Внимательно читаемые Кшиштоф Борунь и Анджей Трепка тоже не ограничиваются поддержкой коммуны, прогресса и чудес космической цивилизации. Борунь за четыре десятилетия до фантастики, обратившейся к польским реалиям, публикует смелые рассказы “Koszmar/Кошмар” и “Antyświat/Антимир”.
У Чеслава Хрущевского находим вызывающе сказочное изложение. Богдан Петецкий первым стал развивать космическую оперу.
В предисловии к антологии «PL+50»Дукай вспоминает о незаконченном, уничтоженном автором «Wizje przyszłości/Видения будущего». Адам Мицкевич,
который в “Дзядах/Dziady”
и “Балладах и романсах/Ballady i romanse”
заложил фундамент польского horror-а, в «Видении…» проявил разносторонний интерес a la Жюль Верн и катастрофическую фантазию в стиле Шпенглера или Виткация.
Предтечей фантастики был также Мечислав Смолярский с его романом “Miasto Światlości/Город Света”,
у которого возможно кое-что одолжил сам Олдос Хаксли для антиутопии «Brave New World/О дивный новый мир».
Сигурд Виснëвский за одиннадцать лет до Герберта Уэллса написал новеллу “Niewidzialny/Невидимый”.
О неоцененном должным образом предвестнике польского horror-а Стефане Грабиньском с уважением писали Кароль Ижиковский и Станислав Лем.

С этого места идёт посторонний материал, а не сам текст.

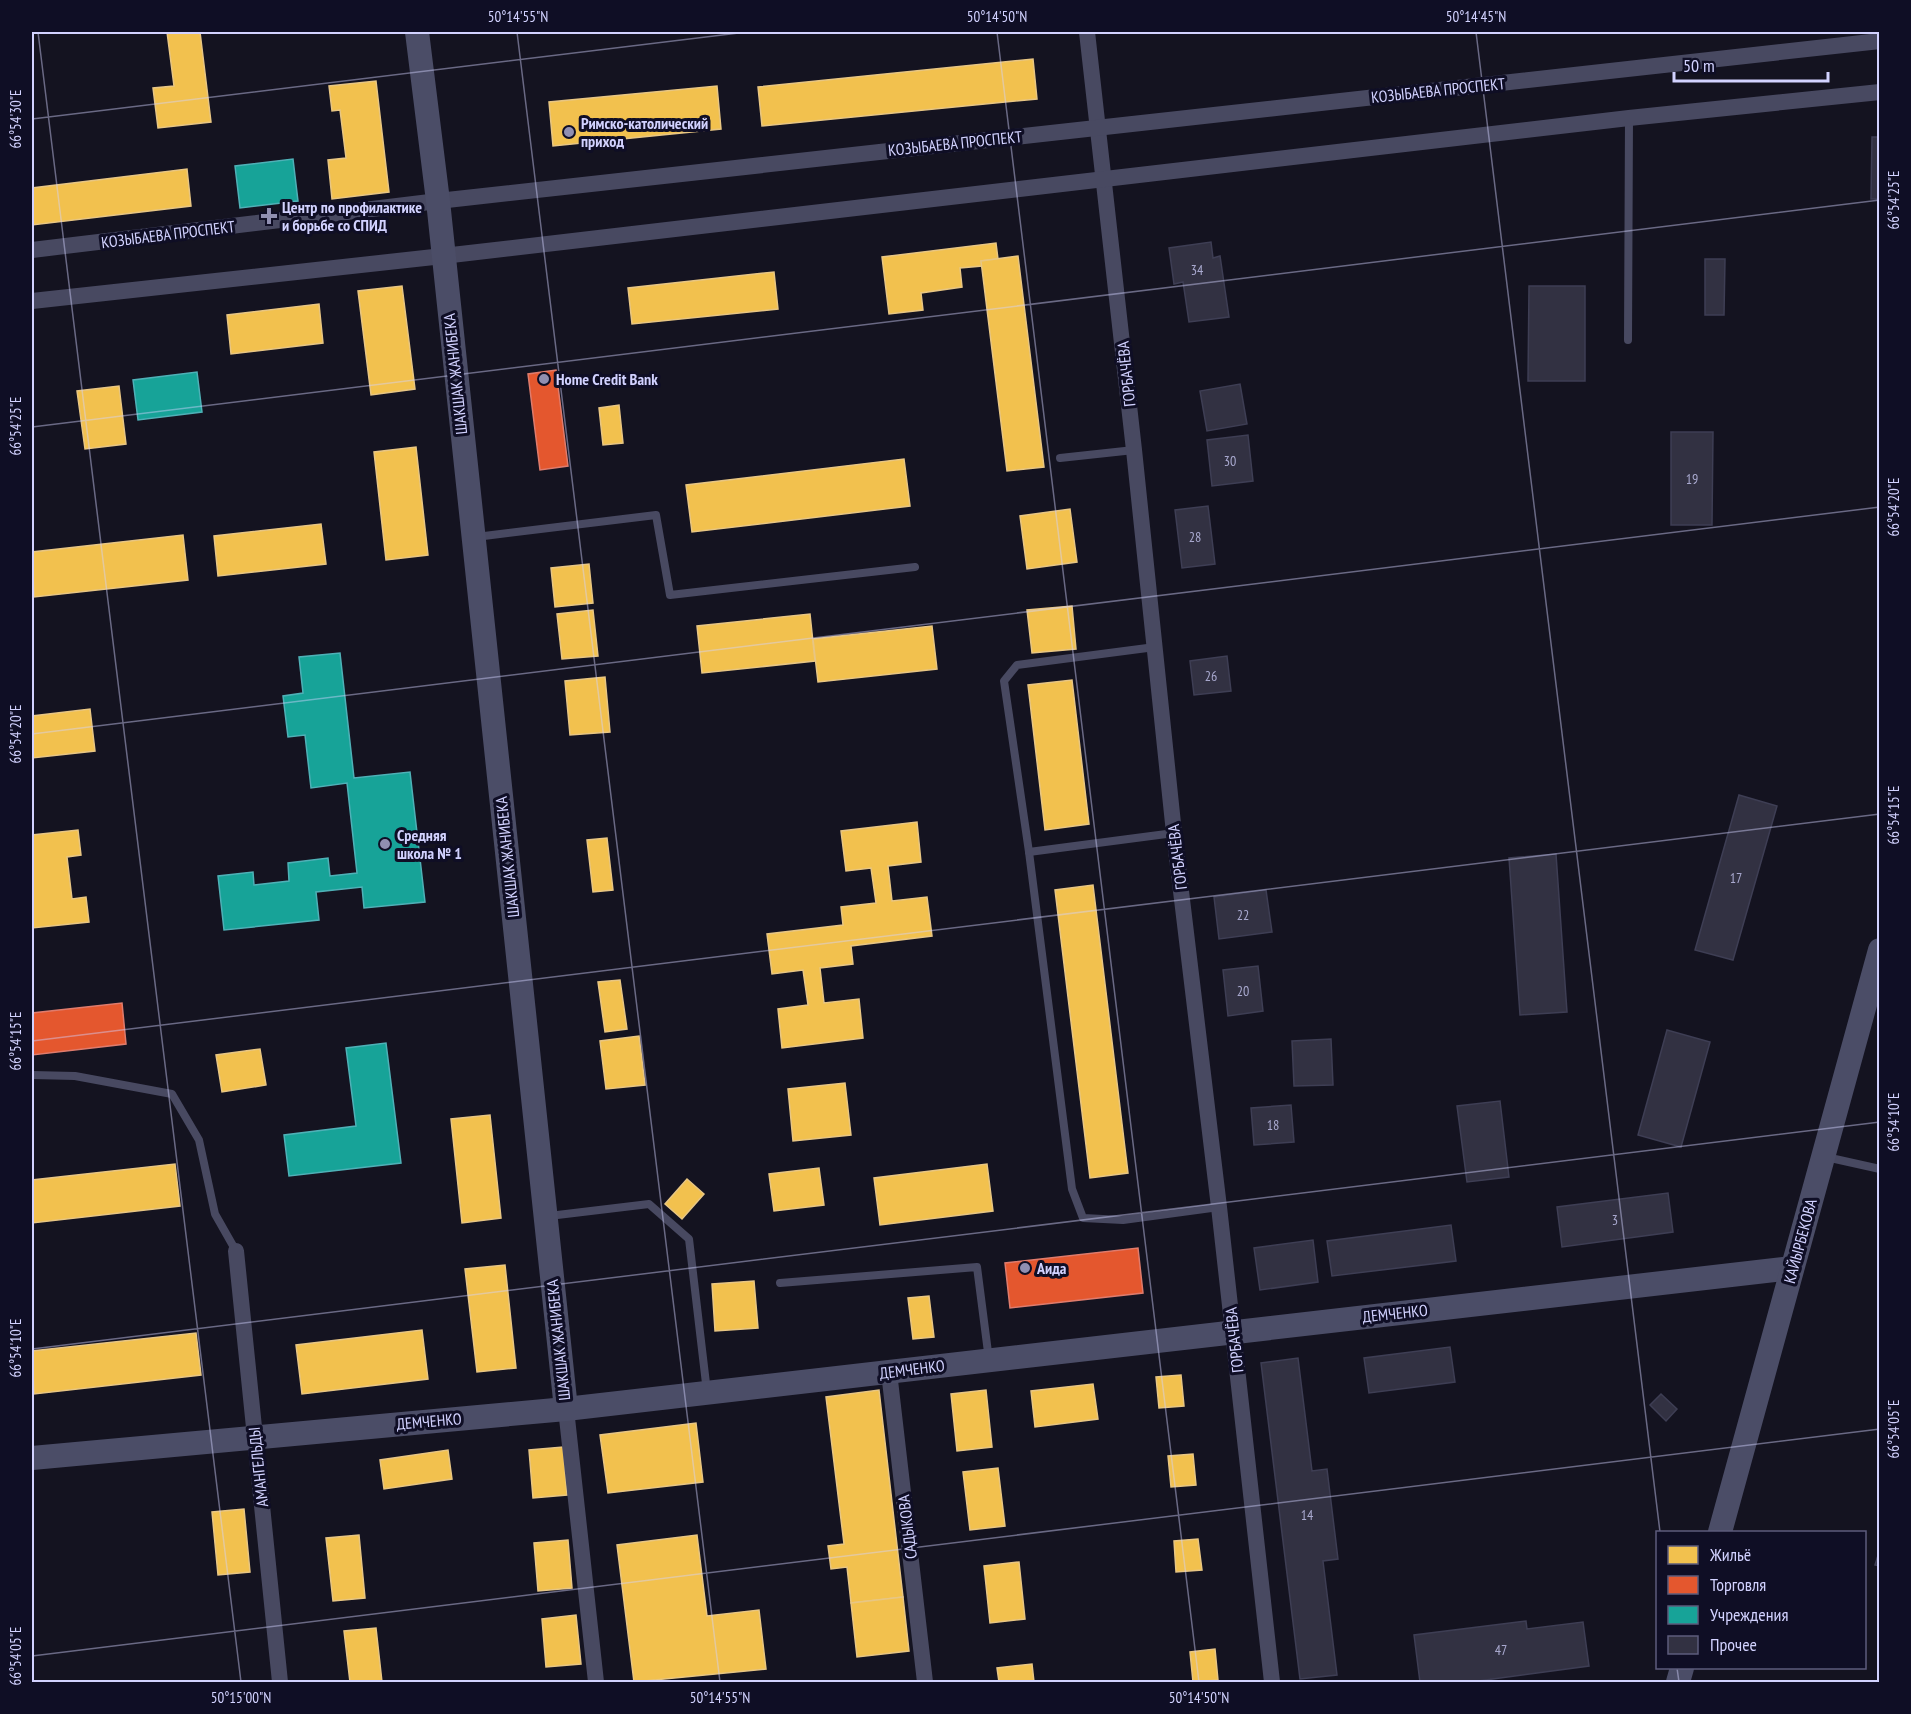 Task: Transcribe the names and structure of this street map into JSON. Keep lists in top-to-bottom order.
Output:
{
  "streets": {
    "street": [
      "КОЗЫБАЕВА ПРОСПЕКТ",
      "ШАКШАК ЖАНИБЕКА",
      "ГОРБАЧЁВА",
      "КАЙЫРБЕКОВА",
      "ДЕМЧЕНКО",
      "АМАНГЕЛЬДЫ",
      "САДЫКОВА"
    ]
  },
  "crossings": [
    ["КОЗЫБАЕВА ПРОСПЕКТ", "ШАКШАК ЖАНИБЕКА"],
    ["КОЗЫБАЕВА ПРОСПЕКТ", "ГОРБАЧЁВА"],
    ["ШАКШАК ЖАНИБЕКА", "ДЕМЧЕНКО"],
    ["ГОРБАЧЁВА", "ДЕМЧЕНКО"],
    ["КАЙЫРБЕКОВА", "ДЕМЧЕНКО"],
    ["ДЕМЧЕНКО", "АМАНГЕЛЬДЫ"],
    ["ДЕМЧЕНКО", "САДЫКОВА"]
  ],
  "places": {
    "other": [
      "Римско-католический приход",
      "Home Credit Bank",
      "Средняя школа № 1",
      "Аида"
    ],
    "health": ["Центр по профилактике и борьбе со СПИД"]
  },
  "house_numbers": [
    "34",
    "30",
    "19",
    "28",
    "26",
    "17",
    "22",
    "20",
    "18",
    "3",
    "14",
    "47"
  ],
  "legend": [
    "Жильё",
    "Торговля",
    "Учреждения",
    "Прочее"
  ],
  "scale_bar": "50 m",
  "coordinates": [
    "50°14'55\"N",
    "50°14'50\"N",
    "50°14'45\"N",
    "66°54'30\"E",
    "66°54'25\"E",
    "66°54'20\"E",
    "66°54'15\"E",
    "66°54'10\"E",
    "66°54'05\"E",
    "50°15'00\"N"
  ]
}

А Владислав Реймонт издал в 1924 году антибольшевистскую, замечательную в литературном отношении повесть “Bunt/Бунт” о восставших животных.
Книга переводилась на английский, поэтому кто знает, не воодушевила ли она Джорджа Оруэлла на написание несколькими годами позже повести «Animal Farm/Скотный двор».
Также наши современные фантасты-социологи имели «предков». В книге “Lem I inne/Лем и другие”Анджей Стофф показывает, что Мицкевич, Реймонт, Прус пытали счастья на ниве фантастики, но в то время не существовало готового эстетического канона, в котором они могли бы выразить свои видения и предостережения.
Некоторые фантастические идеи Болеслава Пруса оказались в романе “Lalka/Кукла”.
Ближе всех к удачной реализации научной фантастики был Реймонт; пересказанный Стоффом замысел «Нового человечества» напоминает сюжет «Метрополиса». Реймонт работал над ним в 1924 году – именно тогда очарованный Нью-Йорком Фриц Ланг начал размышлять над «Метрополисом».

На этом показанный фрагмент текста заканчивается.